* _What the task requires_
Check each line of the records for "image"; collect those that have it.

*** Block opens ***

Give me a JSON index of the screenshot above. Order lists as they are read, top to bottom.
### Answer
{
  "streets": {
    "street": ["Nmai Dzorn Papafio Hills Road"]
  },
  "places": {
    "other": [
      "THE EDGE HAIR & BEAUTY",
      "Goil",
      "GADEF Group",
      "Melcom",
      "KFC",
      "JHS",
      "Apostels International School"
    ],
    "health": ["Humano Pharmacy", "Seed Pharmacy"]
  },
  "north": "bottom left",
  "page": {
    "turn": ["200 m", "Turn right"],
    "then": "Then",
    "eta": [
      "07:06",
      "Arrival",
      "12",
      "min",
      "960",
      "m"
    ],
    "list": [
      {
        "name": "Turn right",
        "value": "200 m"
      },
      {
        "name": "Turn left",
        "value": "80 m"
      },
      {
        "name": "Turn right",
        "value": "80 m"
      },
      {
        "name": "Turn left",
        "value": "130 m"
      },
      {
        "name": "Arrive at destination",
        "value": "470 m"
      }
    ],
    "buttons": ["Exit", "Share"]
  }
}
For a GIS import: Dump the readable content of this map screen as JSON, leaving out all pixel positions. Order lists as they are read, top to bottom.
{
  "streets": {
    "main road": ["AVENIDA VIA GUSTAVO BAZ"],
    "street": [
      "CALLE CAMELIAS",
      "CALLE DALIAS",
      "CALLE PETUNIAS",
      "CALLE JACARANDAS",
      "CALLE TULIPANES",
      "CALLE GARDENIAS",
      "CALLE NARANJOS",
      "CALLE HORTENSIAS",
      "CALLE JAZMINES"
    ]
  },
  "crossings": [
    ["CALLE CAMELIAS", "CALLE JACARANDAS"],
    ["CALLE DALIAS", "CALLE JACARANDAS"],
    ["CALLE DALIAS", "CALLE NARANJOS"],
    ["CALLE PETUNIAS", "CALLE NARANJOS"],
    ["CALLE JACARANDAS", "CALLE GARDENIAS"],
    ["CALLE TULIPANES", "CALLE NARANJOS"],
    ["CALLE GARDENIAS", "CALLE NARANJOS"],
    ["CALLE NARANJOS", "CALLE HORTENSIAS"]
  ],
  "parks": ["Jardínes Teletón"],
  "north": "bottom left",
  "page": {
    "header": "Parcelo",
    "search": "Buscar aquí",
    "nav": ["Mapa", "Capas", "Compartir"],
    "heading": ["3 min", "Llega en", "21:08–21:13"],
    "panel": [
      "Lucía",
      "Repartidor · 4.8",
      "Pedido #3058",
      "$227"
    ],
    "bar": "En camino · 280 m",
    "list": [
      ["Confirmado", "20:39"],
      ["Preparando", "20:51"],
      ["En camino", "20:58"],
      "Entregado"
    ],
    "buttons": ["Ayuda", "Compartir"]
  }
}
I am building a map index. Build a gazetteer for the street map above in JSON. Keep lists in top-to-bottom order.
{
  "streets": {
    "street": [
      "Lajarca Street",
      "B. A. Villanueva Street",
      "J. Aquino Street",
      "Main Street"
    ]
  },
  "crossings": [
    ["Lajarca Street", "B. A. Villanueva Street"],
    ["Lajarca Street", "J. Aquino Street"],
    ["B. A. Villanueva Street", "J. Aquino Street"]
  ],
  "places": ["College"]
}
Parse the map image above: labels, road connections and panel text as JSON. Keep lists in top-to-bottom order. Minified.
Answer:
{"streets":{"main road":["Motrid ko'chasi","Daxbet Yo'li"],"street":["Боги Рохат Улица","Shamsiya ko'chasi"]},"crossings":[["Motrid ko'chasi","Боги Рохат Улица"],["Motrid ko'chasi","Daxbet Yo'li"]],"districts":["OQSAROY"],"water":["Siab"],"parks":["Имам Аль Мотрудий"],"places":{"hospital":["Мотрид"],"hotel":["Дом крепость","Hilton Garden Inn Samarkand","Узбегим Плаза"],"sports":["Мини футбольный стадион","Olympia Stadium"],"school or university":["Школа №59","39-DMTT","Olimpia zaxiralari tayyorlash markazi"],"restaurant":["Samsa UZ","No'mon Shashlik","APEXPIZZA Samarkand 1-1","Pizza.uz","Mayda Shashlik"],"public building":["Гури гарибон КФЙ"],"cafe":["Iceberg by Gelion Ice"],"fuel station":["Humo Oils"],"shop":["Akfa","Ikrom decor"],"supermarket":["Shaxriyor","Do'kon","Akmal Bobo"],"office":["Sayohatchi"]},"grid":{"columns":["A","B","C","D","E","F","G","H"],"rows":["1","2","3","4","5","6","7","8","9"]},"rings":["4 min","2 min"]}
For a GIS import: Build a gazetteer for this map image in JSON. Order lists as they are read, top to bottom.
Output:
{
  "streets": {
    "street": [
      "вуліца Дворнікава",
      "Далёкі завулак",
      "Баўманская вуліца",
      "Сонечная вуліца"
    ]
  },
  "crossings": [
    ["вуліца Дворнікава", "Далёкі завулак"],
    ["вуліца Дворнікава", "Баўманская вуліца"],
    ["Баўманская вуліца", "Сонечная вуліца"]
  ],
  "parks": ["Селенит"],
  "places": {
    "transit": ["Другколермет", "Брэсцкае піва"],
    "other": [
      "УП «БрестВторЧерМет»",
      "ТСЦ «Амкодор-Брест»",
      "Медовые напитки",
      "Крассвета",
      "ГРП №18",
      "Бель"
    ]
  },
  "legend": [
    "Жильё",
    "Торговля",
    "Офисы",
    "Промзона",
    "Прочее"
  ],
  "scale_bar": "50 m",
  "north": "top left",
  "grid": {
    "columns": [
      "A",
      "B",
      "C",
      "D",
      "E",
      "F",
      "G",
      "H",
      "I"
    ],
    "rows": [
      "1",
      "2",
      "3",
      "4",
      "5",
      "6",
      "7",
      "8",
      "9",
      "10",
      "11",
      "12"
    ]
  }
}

*** Block closes ***

* _Your response_
Parse the map image above: labels, road connections and panel text as JSON. Keep lists in top-to-bottom order. Minified.
For a GIS import: Build a gazetteer for this map image in JSON. Order lists as they are read, top to bottom.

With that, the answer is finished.